Diyanet İşleri Başkanı Prof. Dr. Ali Erbaş şahsında İslam’a dil uzatanlara tepki gösteren STK başkanları, ahlaksızlığın kaynağının İstanbul Sözleşmesi olduğunun altını çizdi.
Cinsel sapkınlığa sahip çıkan Ankara Barosu, İzmir Barosu, HDP, CHP ve İHD'nin, Diyanet İşleri Başkanı Ali Erbaş hakkında yaptığı suç duyurusuna her kesimden tepkiler çığ gibi büyürken, Erbaş'a STK başkanlarından da destekler gelmeye devam ediyor.
Konuyla ilgili İLKHA'ya açıklamada bulunan İDEV Başkanı Mehmet Ali Doyar, AGD Genel Başkanı Salih Turhan ve ÖĞ-DER Genel Başkanı Hamdi Sürücü, Diyanet İşleri Başkanı'nın hakkı söylediğini belirterek İslam’a dil uzatanlara tepki gösterdiler.
“Diyanet İşleri Başkanı üzerinden İslam’a olan kinlerini açıkladılar”
Ali Erbaş şahsında İslam’a dil uzatanlara tepki gösteren İDEV Başkanı Mehmet Ali Doyar, “Diyanet İşleri Başkanı Sayın Ali Erbaş, Ankara Hacı Bayram-ı Veli Camisi’ndeki cuma hutbesinde, İslam’ın toplumsal hayata dair hükümlerinden bahsederek toplumu ifsat edip, ahlaki çöküntüye sebep olan önemli bir konuya temas etmiştir.

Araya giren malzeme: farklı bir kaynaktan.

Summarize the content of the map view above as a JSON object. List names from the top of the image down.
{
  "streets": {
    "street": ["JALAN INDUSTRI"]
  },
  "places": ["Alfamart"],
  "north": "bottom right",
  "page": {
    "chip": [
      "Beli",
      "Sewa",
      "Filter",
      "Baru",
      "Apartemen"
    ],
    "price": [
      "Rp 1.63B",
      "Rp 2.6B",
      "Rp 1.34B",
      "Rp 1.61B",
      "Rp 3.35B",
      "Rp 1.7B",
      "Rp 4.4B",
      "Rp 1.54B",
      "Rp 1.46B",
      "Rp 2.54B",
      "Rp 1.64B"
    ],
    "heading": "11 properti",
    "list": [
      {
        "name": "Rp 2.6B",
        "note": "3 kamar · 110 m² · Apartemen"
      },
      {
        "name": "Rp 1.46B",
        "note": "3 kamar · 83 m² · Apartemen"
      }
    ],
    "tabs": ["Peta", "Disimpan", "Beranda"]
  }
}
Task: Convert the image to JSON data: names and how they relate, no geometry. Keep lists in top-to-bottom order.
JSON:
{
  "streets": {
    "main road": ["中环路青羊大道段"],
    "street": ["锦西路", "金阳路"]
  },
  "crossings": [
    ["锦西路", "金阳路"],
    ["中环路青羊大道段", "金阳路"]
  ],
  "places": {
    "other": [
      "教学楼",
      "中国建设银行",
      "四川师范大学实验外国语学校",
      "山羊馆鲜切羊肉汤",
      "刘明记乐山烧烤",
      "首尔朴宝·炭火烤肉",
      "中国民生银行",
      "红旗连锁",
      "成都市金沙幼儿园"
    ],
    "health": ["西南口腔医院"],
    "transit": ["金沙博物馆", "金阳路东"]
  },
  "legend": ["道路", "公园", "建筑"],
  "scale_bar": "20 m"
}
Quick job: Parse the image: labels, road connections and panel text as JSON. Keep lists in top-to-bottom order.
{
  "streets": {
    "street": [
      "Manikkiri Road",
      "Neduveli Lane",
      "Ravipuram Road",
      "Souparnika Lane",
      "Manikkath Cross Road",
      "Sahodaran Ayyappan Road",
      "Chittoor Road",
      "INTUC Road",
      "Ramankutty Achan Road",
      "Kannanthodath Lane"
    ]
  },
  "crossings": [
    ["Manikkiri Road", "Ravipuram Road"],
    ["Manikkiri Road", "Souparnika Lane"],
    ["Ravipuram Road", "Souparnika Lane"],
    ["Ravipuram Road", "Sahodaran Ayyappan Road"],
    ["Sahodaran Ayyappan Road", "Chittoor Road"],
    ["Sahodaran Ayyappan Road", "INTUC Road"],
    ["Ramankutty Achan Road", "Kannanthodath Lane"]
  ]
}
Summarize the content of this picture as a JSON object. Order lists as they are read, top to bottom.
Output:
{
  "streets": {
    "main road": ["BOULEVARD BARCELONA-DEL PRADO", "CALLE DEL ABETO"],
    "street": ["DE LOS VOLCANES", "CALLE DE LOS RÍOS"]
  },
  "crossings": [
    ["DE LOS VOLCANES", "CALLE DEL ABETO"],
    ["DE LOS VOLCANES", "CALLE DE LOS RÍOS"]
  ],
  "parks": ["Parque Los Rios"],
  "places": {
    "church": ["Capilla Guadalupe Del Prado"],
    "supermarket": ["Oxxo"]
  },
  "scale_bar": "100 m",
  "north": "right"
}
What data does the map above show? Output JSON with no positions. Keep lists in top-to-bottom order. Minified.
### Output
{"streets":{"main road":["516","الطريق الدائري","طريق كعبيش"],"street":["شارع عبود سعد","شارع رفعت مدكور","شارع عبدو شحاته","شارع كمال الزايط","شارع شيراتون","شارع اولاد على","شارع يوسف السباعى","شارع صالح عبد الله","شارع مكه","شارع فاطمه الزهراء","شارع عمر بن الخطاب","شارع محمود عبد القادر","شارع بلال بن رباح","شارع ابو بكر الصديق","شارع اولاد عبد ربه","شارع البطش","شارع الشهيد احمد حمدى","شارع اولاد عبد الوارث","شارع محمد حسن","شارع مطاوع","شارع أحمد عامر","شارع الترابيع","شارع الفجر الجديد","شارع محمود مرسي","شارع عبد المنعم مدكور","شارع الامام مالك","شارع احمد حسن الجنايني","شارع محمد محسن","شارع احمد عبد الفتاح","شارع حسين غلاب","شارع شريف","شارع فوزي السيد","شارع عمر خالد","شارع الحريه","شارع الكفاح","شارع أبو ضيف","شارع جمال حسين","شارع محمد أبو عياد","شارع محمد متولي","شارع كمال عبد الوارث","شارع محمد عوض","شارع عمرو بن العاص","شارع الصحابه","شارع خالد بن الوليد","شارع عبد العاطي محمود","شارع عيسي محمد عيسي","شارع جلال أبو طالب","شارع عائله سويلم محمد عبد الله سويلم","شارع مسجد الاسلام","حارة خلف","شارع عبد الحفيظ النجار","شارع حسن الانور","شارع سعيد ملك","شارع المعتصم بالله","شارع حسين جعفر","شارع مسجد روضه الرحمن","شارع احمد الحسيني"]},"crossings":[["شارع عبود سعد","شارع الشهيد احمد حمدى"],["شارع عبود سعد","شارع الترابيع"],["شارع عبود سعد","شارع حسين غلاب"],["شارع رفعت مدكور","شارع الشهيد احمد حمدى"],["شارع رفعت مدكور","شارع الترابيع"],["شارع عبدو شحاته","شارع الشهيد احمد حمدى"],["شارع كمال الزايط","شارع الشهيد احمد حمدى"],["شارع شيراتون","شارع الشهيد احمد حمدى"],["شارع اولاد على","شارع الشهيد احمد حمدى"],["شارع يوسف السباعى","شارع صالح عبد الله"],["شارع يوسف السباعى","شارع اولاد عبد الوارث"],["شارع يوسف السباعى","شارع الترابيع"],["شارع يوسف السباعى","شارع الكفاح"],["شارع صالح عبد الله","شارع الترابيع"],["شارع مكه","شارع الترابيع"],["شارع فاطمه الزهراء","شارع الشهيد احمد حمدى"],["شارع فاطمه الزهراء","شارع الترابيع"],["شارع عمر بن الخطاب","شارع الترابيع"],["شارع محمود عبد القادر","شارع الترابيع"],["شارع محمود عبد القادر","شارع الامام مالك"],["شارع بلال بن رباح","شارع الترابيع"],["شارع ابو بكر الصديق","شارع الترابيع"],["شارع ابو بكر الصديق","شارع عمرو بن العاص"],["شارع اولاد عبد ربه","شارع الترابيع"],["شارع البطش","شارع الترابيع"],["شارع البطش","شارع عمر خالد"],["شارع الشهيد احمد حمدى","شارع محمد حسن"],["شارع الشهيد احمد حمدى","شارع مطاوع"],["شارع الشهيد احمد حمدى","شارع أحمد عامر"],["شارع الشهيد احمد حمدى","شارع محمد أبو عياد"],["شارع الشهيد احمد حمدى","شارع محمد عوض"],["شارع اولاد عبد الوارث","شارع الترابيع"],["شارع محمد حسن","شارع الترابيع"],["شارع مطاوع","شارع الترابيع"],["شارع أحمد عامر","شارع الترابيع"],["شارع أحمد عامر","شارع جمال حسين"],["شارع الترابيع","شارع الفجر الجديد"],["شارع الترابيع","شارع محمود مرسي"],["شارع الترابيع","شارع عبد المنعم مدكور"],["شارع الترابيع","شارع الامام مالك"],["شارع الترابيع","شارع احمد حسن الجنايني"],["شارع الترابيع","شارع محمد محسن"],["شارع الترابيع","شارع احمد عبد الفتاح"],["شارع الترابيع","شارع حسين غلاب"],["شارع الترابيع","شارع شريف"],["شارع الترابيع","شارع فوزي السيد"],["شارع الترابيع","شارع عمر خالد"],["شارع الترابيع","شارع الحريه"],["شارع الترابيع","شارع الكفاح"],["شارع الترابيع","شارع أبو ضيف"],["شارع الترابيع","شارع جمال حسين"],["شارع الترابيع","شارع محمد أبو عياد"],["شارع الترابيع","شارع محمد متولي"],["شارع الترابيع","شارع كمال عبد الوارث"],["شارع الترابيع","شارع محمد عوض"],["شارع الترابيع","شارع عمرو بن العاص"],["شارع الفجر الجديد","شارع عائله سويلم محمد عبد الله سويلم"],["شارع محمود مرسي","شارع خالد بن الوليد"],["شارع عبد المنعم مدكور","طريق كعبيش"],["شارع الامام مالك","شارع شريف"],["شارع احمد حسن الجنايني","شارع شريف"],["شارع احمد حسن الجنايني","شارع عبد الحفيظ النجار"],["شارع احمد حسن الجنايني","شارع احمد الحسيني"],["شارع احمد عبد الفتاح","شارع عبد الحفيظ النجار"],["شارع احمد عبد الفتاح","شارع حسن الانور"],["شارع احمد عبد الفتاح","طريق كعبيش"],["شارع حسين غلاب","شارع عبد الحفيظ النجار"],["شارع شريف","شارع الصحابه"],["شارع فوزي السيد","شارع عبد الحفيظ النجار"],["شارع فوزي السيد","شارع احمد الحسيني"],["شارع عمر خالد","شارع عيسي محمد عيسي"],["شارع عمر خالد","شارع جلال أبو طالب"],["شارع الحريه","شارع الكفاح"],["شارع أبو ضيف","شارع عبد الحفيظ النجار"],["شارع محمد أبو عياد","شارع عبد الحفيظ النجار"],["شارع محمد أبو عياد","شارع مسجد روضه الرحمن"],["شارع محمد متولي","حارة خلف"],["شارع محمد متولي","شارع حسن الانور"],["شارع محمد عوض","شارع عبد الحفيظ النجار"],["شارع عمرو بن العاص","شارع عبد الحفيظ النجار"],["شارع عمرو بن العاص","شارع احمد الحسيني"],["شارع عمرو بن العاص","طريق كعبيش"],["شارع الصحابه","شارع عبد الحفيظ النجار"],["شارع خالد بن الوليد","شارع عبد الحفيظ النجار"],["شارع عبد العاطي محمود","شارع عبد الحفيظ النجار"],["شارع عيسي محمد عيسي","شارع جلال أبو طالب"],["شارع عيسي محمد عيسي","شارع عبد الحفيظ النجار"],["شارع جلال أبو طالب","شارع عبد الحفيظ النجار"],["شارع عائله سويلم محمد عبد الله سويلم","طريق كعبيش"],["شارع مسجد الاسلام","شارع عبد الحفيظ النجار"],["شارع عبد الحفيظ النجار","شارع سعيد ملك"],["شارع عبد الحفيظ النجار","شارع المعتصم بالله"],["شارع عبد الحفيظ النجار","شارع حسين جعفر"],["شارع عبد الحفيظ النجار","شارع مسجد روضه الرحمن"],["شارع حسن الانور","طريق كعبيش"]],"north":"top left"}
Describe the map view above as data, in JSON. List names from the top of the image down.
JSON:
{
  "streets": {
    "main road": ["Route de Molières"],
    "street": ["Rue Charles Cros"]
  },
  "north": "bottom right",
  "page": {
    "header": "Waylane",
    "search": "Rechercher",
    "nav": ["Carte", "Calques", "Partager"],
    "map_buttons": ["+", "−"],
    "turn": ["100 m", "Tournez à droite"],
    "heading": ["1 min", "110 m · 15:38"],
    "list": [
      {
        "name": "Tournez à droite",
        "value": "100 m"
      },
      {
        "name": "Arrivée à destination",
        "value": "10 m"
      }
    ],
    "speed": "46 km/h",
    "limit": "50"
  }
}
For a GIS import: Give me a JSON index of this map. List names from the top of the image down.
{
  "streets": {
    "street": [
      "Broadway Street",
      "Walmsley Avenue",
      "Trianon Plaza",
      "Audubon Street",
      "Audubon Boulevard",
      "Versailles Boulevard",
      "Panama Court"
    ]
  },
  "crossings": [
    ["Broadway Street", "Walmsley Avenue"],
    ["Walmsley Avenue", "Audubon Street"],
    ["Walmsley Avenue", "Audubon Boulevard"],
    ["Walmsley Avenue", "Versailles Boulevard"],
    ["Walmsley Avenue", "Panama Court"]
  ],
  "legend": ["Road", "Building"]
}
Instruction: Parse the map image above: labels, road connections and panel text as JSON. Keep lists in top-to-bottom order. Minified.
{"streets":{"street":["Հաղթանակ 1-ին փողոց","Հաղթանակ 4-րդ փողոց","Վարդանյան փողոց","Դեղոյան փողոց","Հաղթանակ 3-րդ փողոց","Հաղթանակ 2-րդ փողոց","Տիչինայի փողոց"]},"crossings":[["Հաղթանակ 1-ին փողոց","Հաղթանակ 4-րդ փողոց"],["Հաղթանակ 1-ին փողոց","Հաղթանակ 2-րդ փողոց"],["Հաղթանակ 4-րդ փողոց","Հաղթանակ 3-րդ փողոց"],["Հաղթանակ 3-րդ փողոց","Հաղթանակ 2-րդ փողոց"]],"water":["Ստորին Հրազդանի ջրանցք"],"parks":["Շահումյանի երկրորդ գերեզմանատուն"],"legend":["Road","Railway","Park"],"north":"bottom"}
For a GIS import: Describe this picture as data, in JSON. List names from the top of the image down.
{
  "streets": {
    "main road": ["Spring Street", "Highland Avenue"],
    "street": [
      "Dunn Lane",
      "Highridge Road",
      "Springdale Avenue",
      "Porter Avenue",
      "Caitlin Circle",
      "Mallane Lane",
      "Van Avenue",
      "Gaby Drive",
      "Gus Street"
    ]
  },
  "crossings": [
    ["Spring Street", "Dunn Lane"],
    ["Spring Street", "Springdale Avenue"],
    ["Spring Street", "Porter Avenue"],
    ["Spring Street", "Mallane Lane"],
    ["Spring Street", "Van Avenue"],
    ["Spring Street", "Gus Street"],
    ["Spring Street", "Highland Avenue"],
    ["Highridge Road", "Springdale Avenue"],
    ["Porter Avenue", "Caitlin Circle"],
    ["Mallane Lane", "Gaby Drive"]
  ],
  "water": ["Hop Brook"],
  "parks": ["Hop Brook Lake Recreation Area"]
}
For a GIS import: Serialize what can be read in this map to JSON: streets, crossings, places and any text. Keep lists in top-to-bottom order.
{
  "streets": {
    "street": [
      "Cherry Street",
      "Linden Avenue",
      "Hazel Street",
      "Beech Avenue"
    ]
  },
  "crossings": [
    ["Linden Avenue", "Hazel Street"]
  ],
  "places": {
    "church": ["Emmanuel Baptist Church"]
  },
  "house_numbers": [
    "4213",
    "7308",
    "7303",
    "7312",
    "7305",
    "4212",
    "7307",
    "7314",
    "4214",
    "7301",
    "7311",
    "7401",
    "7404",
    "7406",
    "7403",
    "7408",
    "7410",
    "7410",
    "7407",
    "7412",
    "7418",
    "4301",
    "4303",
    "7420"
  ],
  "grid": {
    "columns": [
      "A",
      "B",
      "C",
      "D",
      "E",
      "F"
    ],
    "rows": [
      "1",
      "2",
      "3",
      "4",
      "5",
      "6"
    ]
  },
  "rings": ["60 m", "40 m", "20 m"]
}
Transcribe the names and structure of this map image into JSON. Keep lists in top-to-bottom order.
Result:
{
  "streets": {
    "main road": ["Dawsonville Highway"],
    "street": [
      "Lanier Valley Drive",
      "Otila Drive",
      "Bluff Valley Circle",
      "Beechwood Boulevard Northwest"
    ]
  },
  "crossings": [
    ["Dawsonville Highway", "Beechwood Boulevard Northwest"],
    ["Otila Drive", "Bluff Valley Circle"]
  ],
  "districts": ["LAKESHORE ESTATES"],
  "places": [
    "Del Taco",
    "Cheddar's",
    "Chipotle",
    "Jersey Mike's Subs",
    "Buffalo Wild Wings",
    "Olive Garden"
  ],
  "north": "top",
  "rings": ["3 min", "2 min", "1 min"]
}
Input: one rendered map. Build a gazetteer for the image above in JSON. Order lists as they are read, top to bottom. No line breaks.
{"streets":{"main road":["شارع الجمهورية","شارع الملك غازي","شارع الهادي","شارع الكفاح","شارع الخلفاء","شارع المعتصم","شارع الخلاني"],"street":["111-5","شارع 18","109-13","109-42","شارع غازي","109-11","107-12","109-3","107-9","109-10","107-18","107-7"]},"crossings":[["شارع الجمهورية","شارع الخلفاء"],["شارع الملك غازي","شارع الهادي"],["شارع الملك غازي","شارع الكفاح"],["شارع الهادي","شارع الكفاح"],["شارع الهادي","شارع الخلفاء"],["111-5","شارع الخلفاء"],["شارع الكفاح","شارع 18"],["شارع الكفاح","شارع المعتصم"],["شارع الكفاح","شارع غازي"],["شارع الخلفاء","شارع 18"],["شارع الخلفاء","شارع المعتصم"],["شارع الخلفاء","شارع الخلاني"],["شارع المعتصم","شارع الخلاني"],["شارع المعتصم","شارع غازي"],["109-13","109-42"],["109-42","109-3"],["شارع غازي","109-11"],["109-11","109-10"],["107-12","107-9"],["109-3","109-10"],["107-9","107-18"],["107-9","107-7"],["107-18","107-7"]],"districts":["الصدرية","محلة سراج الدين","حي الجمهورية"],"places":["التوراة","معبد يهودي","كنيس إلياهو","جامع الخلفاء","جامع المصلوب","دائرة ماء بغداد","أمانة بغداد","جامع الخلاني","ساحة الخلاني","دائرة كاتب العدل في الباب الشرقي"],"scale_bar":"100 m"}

Bu konunun, Diyanet İşleri Başkanı tarafından dile getirilmesi önemlidir. Ancak bunu hazmedemeyen malum çevreler, Diyanet İşleri Başkanı üzerinden İslam’a olan kinlerini izhar ederek karşı tavır aldılar ve şikâyette bulundular. Onlardan başka bir şey de beklenmez doğrusu.” dedi.
“İstanbul Sözleşmesi iptal edilmeli”
İstanbul Sözleşmesi’nin iptal edilmesi gerektiğini dile getiren Doyar, şunları söyledi:
“Ancak burada şu hususa dikkat çekmek gerekir. Türkiye’de zina suç değilken, buluğ çağına erdiği halde 18 yaşından küçük olduğu için evlenenler tacizci diye cezalandırılırken, İstanbul Sözleşmesiyle ailenin dağılmasına ve ahlaksızlığın toplumda yer edinmesine zemin hazırlanırken, elbette ki ahlak yoksunu malum çevreler bunlardan cesaret alacak ve toplumu ifsat etmekten çekinmeyeceklerdir. Diyanet İşleri Başkanın bunlara da değinmesi en doğru olandı. Bundan çok daha doğru olan ve kahir ekseriyeti Müslüman olan bu toplumun da beklentisi; zinanın tekrar suç kapsamına alınması, evlilik yaşının gözden geçirilmesi ve İstanbul Sözleşmesi’nin iptali olacaktır.”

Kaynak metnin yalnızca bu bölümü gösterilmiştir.